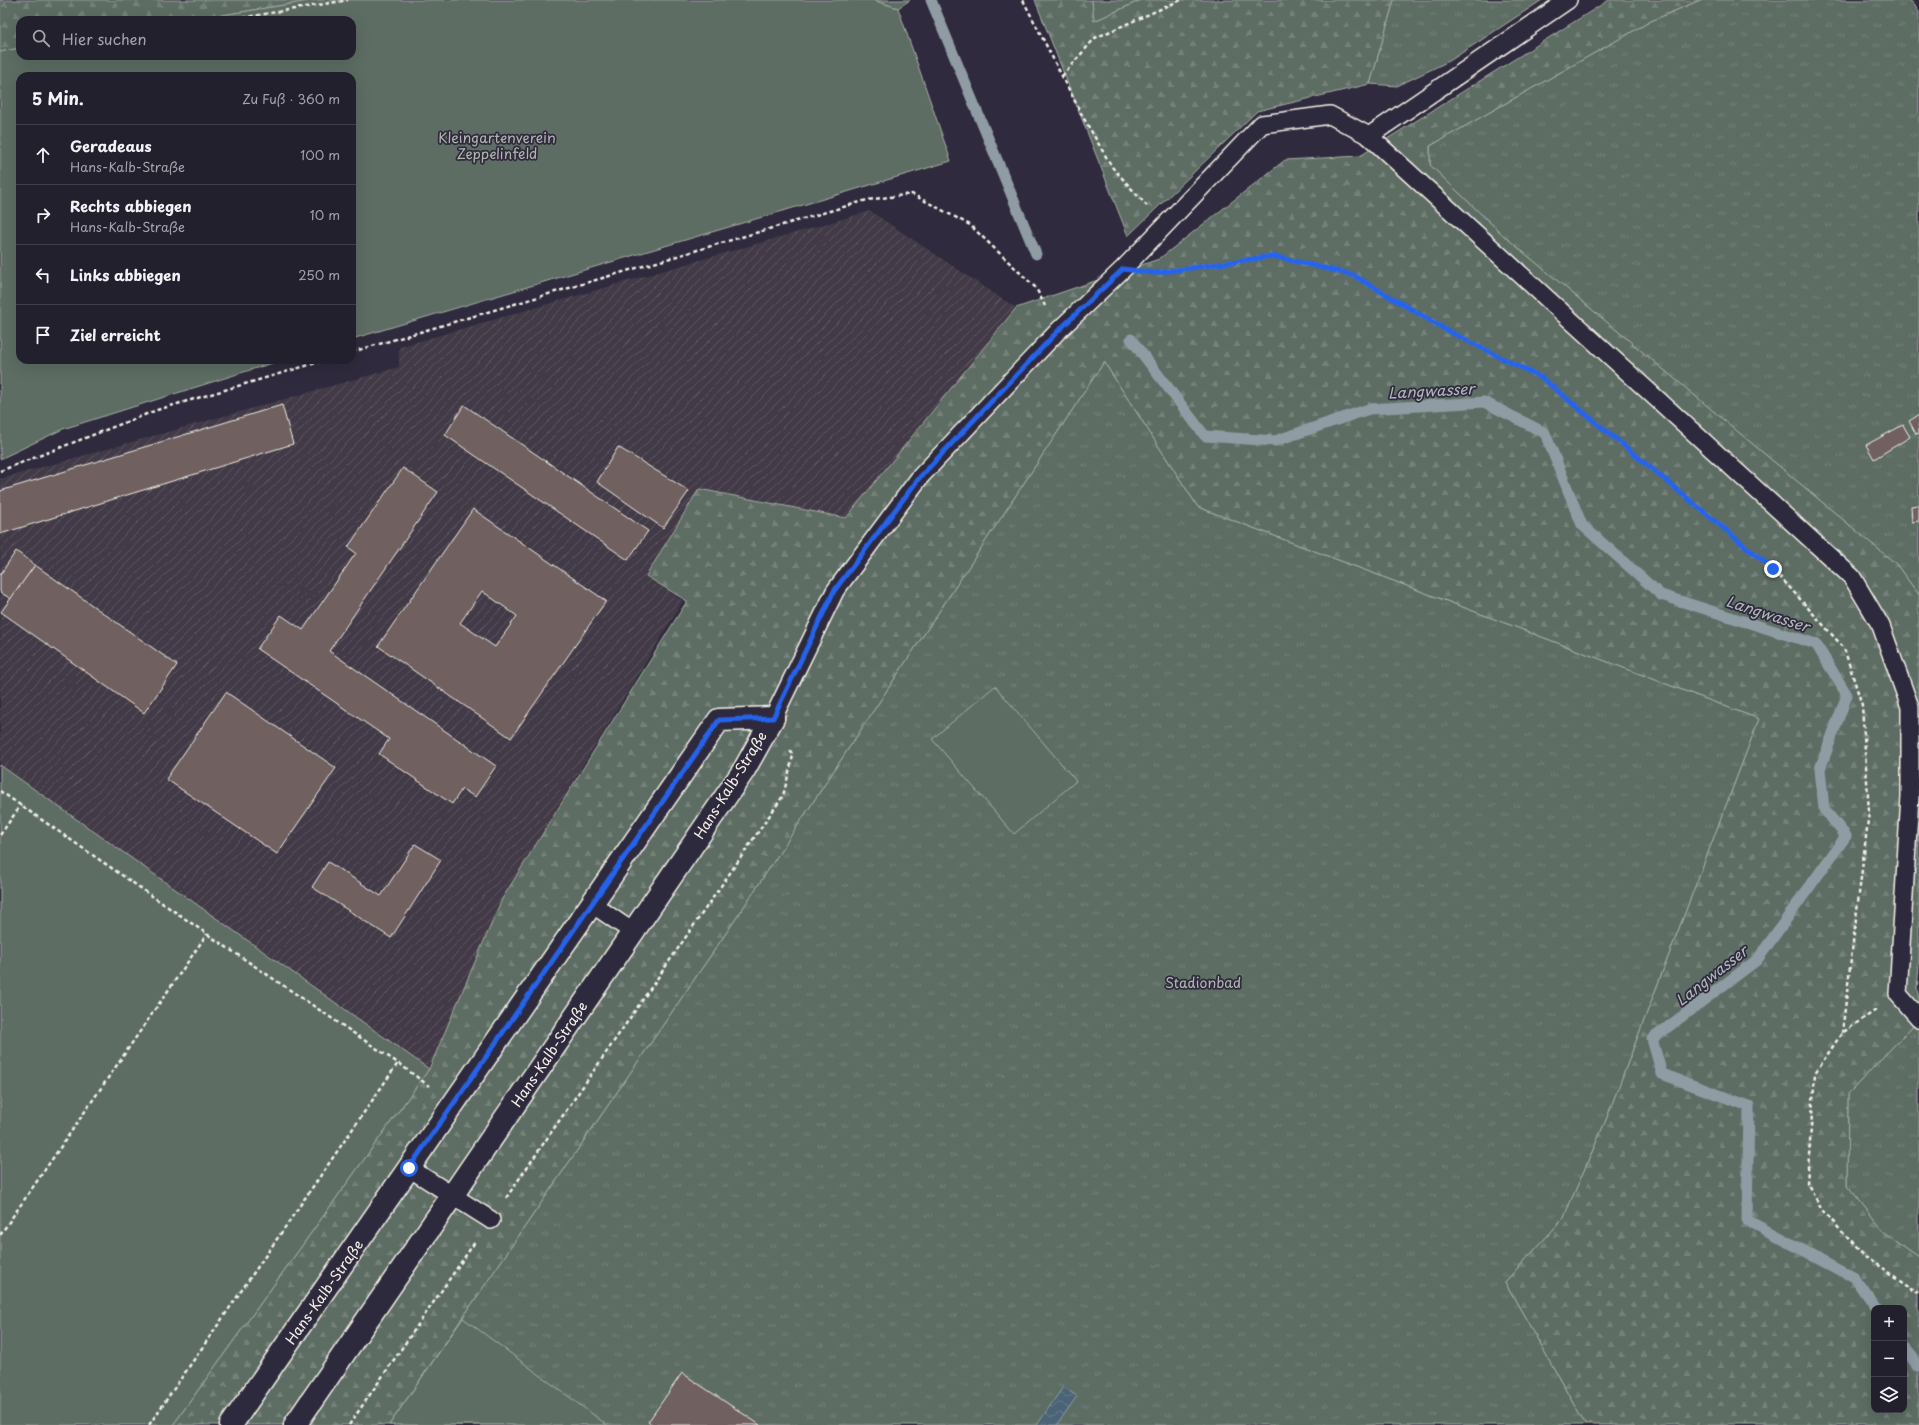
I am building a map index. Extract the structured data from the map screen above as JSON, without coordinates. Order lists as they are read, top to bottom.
{
  "streets": {
    "street": ["Hans-Kalb-Straße"]
  },
  "water": ["Langwasser"],
  "parks": ["Kleingartenverein Zeppelinfeld", "Stadionbad"],
  "page": {
    "search": "Hier suchen",
    "heading": ["5 Min.", "Zu Fuß · 360 m"],
    "list": [
      ["Geradeaus", "Hans-Kalb-Straße", "100 m"],
      ["Rechts abbiegen", "Hans-Kalb-Straße", "10 m"],
      ["Links abbiegen", "250 m"],
      "Ziel erreicht"
    ],
    "map_buttons": ["+", "−"]
  }
}
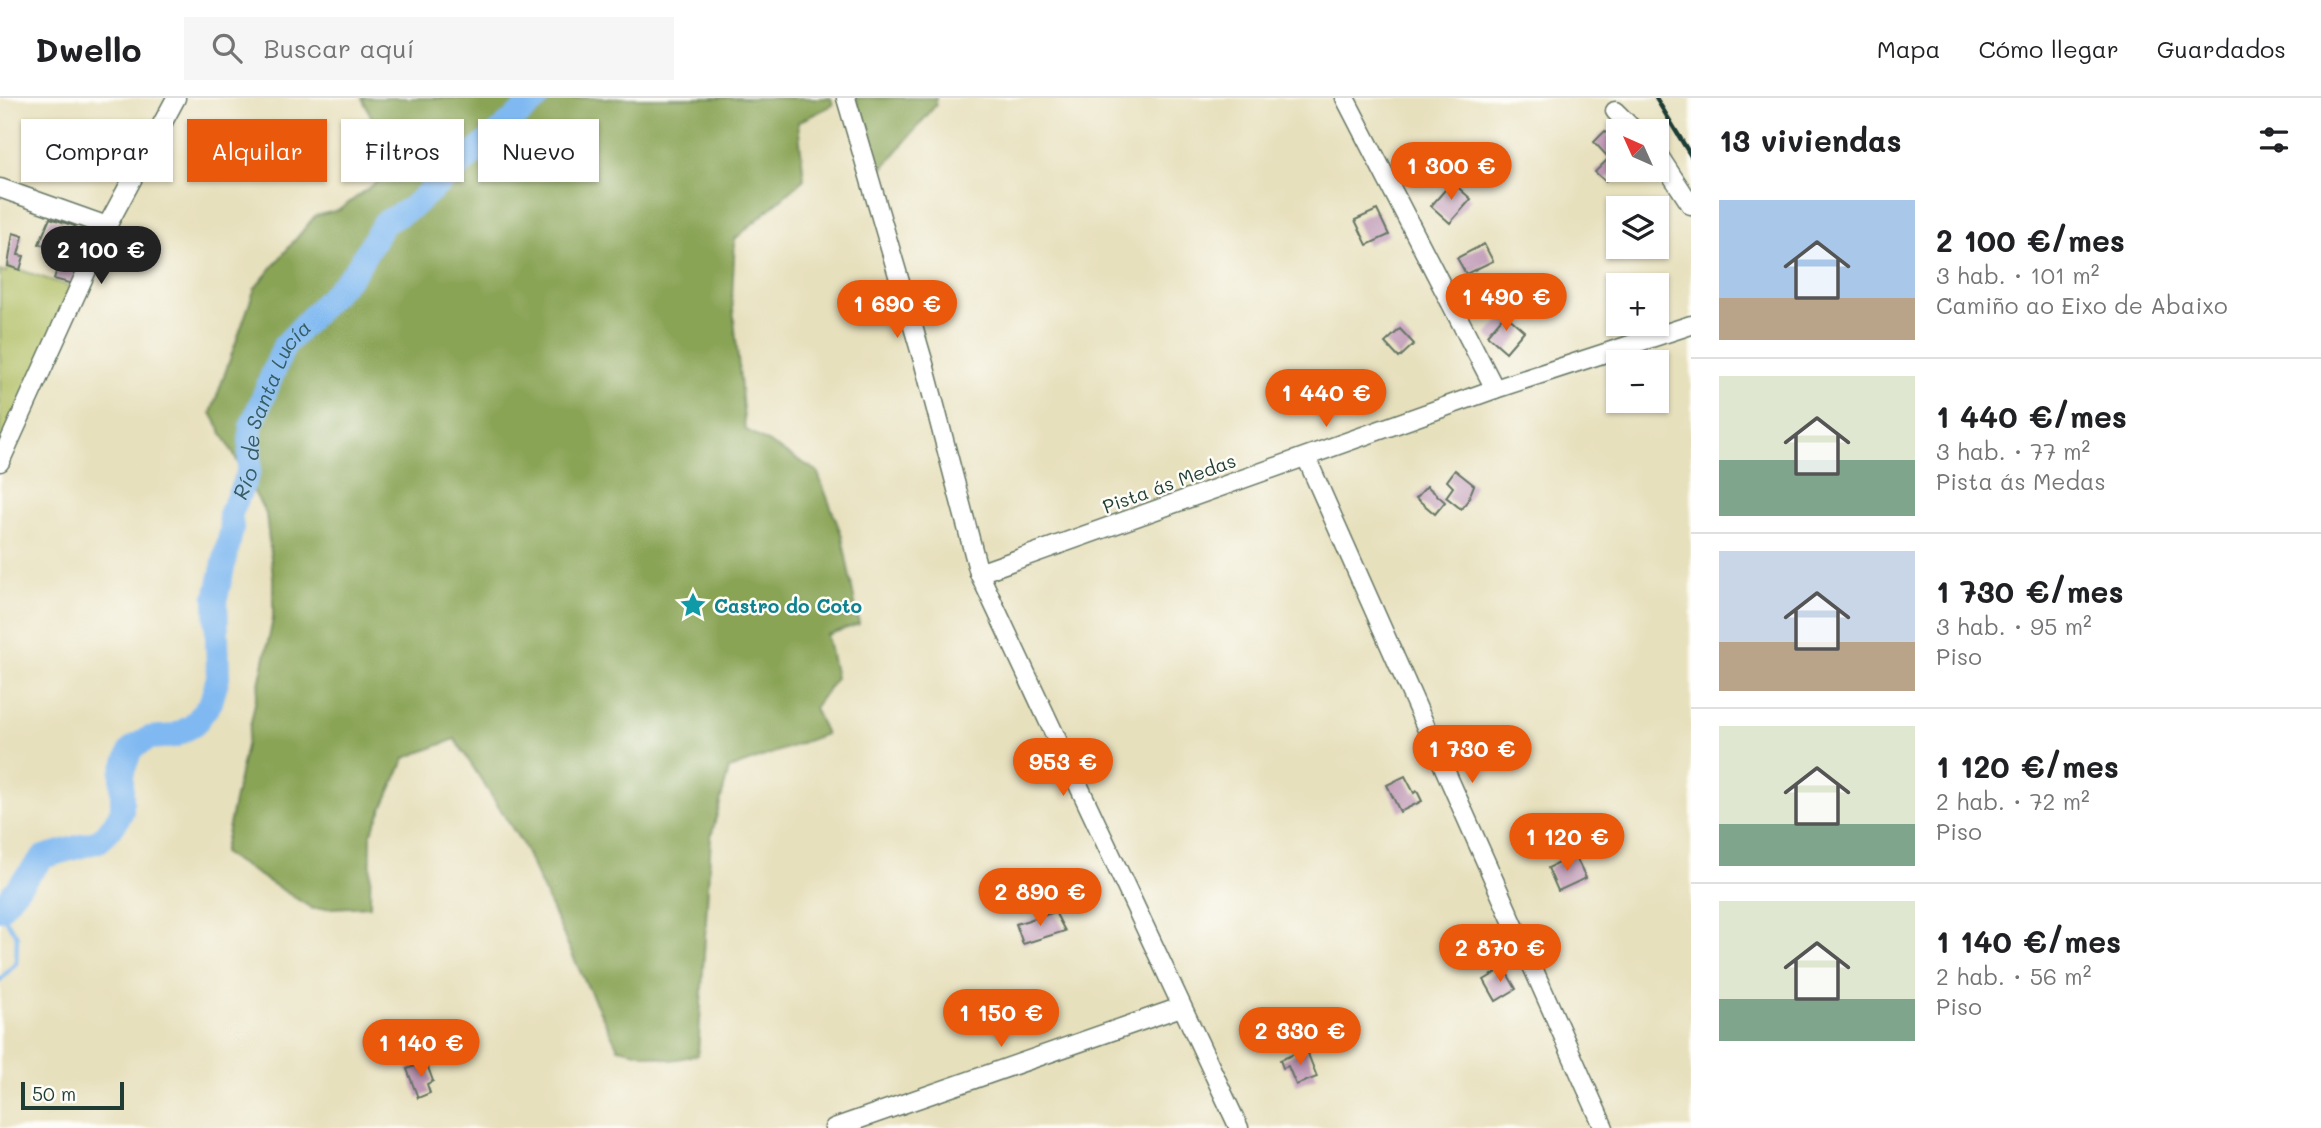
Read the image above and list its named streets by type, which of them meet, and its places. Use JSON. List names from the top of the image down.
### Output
{
  "streets": {
    "street": ["Pista ás Medas"]
  },
  "water": ["Río de Santa Lucía"],
  "places": {
    "place": ["Castro do Coto"]
  },
  "scale_bar": "50 m",
  "north": "top left",
  "page": {
    "header": "Dwello",
    "search": "Buscar aquí",
    "nav": ["Mapa", "Cómo llegar", "Guardados"],
    "heading": "13 viviendas",
    "map_buttons": ["+", "−"],
    "chip": [
      "Comprar",
      "Alquilar",
      "Filtros",
      "Nuevo"
    ],
    "price": [
      "1 300 €",
      "2 100 €",
      "1 490 €",
      "1 690 €",
      "1 440 €",
      "1 730 €",
      "953 €",
      "1 120 €",
      "2 890 €",
      "2 870 €",
      "1 150 €",
      "2 330 €",
      "1 140 €"
    ],
    "list": [
      {
        "name": "2 100 €/mes",
        "note": "3 hab. · 101 m² · Camiño ao Eixo de Abaixo"
      },
      {
        "name": "1 440 €/mes",
        "note": "3 hab. · 77 m² · Pista ás Medas"
      },
      {
        "name": "1 730 €/mes",
        "note": "3 hab. · 95 m² · Piso"
      },
      {
        "name": "1 120 €/mes",
        "note": "2 hab. · 72 m² · Piso"
      },
      {
        "name": "1 140 €/mes",
        "note": "2 hab. · 56 m² · Piso"
      }
    ],
    "scale": "50 m"
  }
}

━━━━━━━━━━

[Work order]: Only a number is wanted. Count the lines of the data that contain "Medas".

[Output]: 2